How to Avoid Heat Exhaustion During Summer Workouts

Now that the warm weather is finally here, people are going to do a lot more exercising outside. And while many workouts took place in the controlled environment of a gym over the winter, the summer heat brings a whole new set of dangers. Over 7,200 heat-related deaths occurred in the United States from 1999-2009, according to the Centers for Disease Control and Prevention (CDC). People need to be prepared for the heat, especially when participating in a vigorous activity.

Your body is already under a lot of stress when you are working out – and heat puts extra stress on your body. Your heart rate will get faster, and your body temperature will likely be higher.
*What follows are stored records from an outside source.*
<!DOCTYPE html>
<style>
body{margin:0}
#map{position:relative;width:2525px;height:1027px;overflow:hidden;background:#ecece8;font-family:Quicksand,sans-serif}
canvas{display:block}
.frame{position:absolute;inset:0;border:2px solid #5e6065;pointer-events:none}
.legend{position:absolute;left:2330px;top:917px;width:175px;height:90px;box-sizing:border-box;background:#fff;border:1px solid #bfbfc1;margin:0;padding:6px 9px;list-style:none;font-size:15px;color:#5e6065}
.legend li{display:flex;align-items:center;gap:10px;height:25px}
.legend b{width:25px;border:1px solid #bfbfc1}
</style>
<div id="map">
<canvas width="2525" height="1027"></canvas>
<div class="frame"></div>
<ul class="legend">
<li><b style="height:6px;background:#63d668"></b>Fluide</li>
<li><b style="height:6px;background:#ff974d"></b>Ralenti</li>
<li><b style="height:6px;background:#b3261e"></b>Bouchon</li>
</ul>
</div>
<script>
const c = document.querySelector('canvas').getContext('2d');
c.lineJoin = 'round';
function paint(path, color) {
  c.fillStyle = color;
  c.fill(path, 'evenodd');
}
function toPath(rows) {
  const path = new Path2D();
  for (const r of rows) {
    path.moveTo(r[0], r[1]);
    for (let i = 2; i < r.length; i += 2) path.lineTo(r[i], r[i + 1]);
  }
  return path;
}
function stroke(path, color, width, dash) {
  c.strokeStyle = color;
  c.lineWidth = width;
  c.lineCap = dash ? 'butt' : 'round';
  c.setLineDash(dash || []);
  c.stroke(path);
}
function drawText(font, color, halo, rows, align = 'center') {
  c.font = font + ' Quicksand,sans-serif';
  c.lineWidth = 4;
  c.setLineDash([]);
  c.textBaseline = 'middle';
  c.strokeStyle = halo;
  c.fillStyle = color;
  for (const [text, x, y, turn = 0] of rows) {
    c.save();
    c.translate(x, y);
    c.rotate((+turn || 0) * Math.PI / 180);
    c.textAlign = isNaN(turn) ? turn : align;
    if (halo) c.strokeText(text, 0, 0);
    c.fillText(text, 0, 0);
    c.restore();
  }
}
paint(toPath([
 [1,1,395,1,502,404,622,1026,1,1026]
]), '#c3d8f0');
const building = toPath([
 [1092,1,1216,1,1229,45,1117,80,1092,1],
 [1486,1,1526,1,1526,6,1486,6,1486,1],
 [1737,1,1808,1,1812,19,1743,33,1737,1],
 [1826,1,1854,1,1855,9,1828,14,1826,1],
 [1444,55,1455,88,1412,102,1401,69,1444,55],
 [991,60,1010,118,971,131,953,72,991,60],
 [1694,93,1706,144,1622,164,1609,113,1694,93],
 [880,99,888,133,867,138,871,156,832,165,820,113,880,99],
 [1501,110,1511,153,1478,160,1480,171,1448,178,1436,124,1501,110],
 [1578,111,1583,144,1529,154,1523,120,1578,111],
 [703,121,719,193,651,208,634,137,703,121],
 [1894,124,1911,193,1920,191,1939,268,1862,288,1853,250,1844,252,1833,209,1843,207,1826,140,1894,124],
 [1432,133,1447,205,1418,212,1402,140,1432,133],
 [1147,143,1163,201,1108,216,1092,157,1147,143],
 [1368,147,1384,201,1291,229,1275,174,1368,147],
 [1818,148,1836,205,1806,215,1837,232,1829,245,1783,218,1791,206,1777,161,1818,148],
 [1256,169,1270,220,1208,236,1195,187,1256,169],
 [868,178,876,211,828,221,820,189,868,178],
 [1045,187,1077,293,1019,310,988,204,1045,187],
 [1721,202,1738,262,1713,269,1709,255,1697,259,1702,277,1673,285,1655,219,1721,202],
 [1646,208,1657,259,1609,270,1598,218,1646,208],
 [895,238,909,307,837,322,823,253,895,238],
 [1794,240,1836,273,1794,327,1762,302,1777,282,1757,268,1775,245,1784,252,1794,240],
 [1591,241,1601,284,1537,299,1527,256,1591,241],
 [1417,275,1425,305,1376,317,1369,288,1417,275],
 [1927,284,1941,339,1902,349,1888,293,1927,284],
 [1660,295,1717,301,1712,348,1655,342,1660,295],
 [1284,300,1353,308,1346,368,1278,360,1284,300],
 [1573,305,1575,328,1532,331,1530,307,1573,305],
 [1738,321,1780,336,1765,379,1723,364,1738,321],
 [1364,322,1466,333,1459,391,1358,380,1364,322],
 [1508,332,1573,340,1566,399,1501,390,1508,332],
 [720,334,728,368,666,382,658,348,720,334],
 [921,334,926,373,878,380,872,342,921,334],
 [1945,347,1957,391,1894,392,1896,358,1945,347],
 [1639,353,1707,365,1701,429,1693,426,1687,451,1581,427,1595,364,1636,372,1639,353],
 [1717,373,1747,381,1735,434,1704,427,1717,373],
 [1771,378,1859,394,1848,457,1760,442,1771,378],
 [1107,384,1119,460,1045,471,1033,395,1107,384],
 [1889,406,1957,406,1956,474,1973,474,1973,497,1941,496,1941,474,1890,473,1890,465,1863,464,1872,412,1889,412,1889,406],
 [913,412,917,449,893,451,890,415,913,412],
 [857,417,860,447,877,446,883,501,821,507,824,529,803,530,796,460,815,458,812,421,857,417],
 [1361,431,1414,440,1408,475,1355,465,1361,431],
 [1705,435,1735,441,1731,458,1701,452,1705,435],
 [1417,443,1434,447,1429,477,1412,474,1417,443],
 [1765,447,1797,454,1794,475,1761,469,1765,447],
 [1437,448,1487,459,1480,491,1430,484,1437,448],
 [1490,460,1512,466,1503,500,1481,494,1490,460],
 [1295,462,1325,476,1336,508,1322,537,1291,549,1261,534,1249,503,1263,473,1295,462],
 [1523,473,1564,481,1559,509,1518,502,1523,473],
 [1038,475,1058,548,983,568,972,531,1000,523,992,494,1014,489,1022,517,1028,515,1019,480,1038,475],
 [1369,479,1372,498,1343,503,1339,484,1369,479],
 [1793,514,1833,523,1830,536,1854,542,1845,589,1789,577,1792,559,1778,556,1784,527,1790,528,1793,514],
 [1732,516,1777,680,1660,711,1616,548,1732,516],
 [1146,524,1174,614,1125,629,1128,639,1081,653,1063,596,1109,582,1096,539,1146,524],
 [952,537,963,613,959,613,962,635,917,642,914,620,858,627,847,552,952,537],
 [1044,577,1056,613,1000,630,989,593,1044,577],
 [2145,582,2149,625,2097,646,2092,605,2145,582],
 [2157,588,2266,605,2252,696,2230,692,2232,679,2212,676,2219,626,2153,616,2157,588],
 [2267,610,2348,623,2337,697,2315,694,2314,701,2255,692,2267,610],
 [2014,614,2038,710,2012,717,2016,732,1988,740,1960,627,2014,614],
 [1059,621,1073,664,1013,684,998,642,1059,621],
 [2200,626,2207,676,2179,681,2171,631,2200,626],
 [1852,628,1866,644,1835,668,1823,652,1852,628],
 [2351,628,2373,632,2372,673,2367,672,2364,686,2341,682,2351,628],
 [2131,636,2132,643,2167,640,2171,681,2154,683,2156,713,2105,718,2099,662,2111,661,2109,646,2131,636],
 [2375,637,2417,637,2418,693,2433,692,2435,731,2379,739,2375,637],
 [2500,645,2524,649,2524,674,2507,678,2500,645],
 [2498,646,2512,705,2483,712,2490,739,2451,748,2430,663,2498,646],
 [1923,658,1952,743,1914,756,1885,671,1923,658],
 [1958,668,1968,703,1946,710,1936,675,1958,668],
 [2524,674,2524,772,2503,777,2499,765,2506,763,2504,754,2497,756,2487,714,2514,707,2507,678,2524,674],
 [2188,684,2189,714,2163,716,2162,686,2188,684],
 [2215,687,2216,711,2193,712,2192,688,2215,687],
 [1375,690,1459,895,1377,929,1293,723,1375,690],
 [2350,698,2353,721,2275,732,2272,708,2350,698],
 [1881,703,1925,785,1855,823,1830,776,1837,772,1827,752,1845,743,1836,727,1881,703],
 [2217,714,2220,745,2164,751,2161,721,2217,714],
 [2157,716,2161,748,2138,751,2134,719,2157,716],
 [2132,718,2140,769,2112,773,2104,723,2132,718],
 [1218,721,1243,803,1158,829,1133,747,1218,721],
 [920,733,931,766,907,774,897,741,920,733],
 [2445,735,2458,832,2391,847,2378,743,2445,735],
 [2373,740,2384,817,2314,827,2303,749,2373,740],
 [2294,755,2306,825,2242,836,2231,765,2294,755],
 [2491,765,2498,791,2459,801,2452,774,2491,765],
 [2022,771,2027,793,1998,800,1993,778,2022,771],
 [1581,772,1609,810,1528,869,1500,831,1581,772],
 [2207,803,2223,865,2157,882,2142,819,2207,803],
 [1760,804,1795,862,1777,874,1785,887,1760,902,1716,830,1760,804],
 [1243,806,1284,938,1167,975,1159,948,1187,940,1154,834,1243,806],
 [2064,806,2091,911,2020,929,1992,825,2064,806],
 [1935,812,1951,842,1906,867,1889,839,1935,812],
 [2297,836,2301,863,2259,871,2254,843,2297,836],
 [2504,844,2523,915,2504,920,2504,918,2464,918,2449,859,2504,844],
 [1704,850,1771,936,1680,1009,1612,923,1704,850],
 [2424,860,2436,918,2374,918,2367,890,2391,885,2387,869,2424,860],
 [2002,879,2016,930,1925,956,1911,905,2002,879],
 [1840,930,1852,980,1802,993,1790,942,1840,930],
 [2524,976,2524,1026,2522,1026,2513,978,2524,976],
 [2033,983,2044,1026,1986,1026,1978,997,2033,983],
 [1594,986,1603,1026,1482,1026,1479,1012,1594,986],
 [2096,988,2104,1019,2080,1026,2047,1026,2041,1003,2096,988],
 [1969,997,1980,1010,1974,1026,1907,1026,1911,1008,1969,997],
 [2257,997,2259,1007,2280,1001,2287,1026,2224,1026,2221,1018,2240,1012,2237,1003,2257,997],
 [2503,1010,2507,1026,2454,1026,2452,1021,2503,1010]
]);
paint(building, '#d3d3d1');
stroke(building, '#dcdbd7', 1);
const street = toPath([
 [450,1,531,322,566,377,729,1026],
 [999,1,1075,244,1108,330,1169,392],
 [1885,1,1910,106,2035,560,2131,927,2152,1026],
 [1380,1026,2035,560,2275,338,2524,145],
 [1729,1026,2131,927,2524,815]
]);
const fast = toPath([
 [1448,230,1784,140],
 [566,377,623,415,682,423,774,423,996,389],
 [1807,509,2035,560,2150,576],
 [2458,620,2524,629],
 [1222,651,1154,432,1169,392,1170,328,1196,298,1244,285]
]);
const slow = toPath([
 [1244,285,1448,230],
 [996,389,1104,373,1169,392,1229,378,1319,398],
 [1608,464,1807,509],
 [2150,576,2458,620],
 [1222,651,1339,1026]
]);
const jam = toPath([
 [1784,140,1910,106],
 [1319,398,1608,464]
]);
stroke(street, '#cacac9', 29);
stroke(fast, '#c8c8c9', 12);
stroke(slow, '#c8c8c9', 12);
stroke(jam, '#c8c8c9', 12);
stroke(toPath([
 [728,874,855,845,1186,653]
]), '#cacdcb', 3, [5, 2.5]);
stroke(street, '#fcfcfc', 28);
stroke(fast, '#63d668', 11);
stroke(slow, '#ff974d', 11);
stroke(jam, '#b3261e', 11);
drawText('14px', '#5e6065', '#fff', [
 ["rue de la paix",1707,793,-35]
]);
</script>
Your body’s natural cooling systems will be overrun by the extreme heat, and won’t be able to get the job done with a little help. Some dangers of working out in the heat include heat cramps, heat exhaustion, and heat stroke. There are precautions we can take to avoid these dangers, however, and still get in a great workout. Don’t skip any of these tips the next time you are working out in the heat.

1. Drink lots of fluids

One of the most important things to be done when working out in the heat is to drink plenty of fluids, even if you don’t feel thirsty. You are going to sweat a lot in the heat, and you may not feel thirsty despite the amount of fluid you are losing through sweat. One great way to check your dehydration is to look at your urine. The darker your urine, the more dehydrated you are. If you have light to clear urine, it means you have the right amount of fluids.

2. Know the symptoms

It is important to know the symptoms of heat illness so you can stop your vigorous activity before it is too late. Muscle cramps, nausea, headache, fatigue, dizziness, lightheadedness, and profuse sweating are all signs that your body temperature is too high. You should immediately stop what you are doing and get out of the heat and drink some water. Place a wet towel or ice pack on your neck, forehead and under arms to cool your body down.

3. Amend your schedule

If it is going to be extremely hot in the afternoon, be smart and move your workout to a cooler part of the day, either the morning or evening. There is no need to risk injury when you can simply shift your workout earlier or even indoors.

4. Dress for safety

Avoid dark colors on hot days that will absorb heat. And don’t wear clothes that are too tight, as it could hinder the body’s ability to cool itself by sticking to your skin. Also wear sunscreen as a sunburn could also prevent your body from cooling itself down.

No workout is worth heat illness. Be sure to practice safety when exercising in the heat.